### WORK REQUEST
Would you please copy each line of the listing that mentions "button"?

### STUDY MATERIAL
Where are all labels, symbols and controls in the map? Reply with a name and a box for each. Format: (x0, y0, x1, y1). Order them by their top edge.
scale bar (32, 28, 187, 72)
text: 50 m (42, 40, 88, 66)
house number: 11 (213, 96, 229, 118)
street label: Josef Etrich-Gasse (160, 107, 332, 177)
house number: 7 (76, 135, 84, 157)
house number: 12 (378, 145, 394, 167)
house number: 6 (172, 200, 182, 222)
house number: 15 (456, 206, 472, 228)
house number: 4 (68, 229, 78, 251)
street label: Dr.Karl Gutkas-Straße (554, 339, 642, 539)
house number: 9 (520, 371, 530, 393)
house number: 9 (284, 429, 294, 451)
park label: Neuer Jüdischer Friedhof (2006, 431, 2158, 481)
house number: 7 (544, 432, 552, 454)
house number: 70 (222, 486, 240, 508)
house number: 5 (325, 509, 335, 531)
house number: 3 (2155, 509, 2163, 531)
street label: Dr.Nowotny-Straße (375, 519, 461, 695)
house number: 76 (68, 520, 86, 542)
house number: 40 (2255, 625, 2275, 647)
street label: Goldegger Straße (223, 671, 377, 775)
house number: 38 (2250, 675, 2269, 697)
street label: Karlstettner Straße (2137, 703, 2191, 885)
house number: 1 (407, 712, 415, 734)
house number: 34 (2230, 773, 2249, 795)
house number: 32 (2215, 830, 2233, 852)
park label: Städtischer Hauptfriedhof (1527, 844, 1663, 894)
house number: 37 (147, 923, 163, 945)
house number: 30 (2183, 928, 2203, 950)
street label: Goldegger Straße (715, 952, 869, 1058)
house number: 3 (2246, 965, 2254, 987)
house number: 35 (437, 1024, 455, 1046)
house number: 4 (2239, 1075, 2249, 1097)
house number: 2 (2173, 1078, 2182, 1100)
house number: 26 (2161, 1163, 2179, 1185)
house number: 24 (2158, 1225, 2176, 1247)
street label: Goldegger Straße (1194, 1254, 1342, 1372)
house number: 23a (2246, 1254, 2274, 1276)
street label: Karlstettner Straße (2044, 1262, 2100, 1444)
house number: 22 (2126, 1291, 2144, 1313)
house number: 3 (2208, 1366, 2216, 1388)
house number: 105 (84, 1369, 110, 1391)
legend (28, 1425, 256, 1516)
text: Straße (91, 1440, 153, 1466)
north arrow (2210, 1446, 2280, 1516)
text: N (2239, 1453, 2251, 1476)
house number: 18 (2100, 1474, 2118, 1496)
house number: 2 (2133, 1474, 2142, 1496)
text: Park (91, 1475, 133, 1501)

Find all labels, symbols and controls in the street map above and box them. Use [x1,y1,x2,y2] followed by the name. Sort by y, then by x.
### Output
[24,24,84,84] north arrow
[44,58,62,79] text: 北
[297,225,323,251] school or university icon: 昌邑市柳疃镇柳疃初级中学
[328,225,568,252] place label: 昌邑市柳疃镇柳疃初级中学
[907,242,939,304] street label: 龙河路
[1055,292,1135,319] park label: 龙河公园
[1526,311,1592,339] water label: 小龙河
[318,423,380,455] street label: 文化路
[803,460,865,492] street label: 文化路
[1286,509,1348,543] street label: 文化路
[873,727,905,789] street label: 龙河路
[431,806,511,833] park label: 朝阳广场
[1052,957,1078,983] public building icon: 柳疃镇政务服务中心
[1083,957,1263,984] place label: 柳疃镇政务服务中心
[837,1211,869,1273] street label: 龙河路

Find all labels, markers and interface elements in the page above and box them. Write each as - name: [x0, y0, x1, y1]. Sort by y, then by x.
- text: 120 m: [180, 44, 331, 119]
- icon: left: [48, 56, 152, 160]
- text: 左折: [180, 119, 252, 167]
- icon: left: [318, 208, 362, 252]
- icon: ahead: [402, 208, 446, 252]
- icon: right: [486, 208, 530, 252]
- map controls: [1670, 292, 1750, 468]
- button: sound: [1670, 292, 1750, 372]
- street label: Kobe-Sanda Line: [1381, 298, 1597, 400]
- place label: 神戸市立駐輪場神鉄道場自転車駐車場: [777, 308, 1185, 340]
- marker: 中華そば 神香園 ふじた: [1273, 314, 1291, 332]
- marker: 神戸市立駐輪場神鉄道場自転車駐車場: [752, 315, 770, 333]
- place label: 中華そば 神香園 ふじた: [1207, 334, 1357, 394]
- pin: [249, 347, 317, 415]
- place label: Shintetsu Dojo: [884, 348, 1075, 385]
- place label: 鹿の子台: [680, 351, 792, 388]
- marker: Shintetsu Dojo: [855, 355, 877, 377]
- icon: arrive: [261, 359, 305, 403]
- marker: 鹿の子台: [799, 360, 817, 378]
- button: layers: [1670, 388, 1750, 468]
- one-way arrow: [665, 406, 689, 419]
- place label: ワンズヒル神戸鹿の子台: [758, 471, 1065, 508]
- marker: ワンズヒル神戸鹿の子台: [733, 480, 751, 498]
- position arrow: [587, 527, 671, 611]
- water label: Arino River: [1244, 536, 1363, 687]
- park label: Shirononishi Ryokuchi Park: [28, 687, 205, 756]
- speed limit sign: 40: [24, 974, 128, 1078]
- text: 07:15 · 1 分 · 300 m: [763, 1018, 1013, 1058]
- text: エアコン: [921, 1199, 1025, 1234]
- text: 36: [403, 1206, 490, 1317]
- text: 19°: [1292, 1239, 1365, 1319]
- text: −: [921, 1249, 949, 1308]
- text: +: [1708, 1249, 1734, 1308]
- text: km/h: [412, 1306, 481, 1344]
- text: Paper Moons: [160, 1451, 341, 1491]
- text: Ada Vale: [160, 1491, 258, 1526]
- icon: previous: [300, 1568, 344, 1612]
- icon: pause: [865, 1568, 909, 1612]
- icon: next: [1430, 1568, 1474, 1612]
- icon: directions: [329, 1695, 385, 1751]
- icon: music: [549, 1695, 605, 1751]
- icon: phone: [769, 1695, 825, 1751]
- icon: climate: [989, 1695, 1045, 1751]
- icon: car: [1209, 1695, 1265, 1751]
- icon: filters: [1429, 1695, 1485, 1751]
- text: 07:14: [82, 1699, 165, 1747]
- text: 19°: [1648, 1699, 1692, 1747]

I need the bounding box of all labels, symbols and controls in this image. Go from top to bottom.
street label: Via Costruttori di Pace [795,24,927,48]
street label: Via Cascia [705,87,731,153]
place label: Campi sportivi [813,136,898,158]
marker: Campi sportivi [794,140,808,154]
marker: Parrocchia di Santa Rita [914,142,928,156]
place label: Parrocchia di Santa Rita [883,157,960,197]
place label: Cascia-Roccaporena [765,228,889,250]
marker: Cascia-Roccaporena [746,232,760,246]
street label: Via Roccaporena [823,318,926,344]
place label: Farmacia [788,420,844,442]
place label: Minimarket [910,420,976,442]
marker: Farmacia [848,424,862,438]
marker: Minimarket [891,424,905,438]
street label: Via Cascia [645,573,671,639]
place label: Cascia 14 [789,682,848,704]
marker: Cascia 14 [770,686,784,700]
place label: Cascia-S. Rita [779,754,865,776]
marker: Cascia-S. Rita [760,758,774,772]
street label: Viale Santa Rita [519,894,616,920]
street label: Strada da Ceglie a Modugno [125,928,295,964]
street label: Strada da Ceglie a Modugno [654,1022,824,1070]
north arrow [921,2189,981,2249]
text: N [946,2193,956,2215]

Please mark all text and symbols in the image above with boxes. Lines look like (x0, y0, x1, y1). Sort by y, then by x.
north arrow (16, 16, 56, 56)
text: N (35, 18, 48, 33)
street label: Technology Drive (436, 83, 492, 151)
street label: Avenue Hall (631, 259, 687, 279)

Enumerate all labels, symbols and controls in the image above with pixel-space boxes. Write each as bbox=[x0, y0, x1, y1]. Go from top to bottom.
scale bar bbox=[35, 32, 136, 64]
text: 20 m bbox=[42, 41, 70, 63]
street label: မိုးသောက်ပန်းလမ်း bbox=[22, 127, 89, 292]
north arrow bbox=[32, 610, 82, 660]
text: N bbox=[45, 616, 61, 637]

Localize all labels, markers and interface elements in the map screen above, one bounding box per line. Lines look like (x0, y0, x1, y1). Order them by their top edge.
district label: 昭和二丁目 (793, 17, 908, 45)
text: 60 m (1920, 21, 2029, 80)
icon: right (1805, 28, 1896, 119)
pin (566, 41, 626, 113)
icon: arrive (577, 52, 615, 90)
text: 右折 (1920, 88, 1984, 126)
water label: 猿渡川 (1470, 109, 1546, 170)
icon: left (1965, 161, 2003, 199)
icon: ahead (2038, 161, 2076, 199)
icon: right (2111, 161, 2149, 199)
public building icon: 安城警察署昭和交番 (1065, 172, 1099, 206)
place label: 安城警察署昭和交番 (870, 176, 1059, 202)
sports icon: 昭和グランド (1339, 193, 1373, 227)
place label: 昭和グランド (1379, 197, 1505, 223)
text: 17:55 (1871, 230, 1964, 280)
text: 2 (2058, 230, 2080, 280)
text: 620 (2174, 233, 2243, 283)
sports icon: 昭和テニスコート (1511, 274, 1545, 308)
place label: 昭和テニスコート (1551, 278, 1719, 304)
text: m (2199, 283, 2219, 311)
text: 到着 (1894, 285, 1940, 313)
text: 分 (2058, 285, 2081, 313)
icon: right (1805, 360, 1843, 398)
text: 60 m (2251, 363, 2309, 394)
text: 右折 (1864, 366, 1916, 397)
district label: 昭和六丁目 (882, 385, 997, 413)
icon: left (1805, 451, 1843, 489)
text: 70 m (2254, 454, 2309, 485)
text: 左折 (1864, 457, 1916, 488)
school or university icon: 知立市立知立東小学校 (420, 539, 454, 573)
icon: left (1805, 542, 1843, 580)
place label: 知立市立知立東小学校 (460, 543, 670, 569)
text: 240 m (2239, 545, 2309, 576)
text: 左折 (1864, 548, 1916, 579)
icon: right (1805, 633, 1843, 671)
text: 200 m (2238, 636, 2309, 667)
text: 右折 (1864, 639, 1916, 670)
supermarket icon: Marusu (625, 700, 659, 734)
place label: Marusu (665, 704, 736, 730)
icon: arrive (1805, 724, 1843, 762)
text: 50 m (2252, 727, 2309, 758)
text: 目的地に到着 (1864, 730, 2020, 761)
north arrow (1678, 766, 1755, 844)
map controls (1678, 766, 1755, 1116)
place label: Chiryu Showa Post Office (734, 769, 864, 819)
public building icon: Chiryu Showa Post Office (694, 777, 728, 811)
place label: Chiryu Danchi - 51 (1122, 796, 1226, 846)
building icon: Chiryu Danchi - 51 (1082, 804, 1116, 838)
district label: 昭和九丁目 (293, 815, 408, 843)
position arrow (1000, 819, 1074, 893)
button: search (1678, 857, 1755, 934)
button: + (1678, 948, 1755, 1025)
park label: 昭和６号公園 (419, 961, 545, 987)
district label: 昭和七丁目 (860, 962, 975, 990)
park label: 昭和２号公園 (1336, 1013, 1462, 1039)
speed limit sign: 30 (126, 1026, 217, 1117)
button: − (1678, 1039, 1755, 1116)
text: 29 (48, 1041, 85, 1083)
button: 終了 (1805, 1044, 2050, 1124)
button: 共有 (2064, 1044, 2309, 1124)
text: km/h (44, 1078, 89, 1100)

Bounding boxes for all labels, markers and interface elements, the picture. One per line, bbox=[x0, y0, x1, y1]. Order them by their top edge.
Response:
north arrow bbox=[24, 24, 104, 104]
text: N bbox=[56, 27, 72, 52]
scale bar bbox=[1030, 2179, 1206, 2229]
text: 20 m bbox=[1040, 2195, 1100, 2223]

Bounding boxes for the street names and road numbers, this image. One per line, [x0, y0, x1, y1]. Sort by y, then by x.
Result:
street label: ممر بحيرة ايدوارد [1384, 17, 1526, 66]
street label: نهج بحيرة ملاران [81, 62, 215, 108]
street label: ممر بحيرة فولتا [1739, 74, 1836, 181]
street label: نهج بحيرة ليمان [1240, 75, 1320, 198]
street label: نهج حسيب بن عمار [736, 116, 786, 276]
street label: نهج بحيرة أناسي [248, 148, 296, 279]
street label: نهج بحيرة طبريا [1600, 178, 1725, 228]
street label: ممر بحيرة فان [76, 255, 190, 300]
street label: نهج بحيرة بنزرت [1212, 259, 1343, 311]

### RESPONSE AREA
- button: sound: [1670, 292, 1750, 372]
- button: layers: [1670, 388, 1750, 468]
button: search (1678, 857, 1755, 934)
button: + (1678, 948, 1755, 1025)
button: − (1678, 1039, 1755, 1116)
button: 終了 (1805, 1044, 2050, 1124)
button: 共有 (2064, 1044, 2309, 1124)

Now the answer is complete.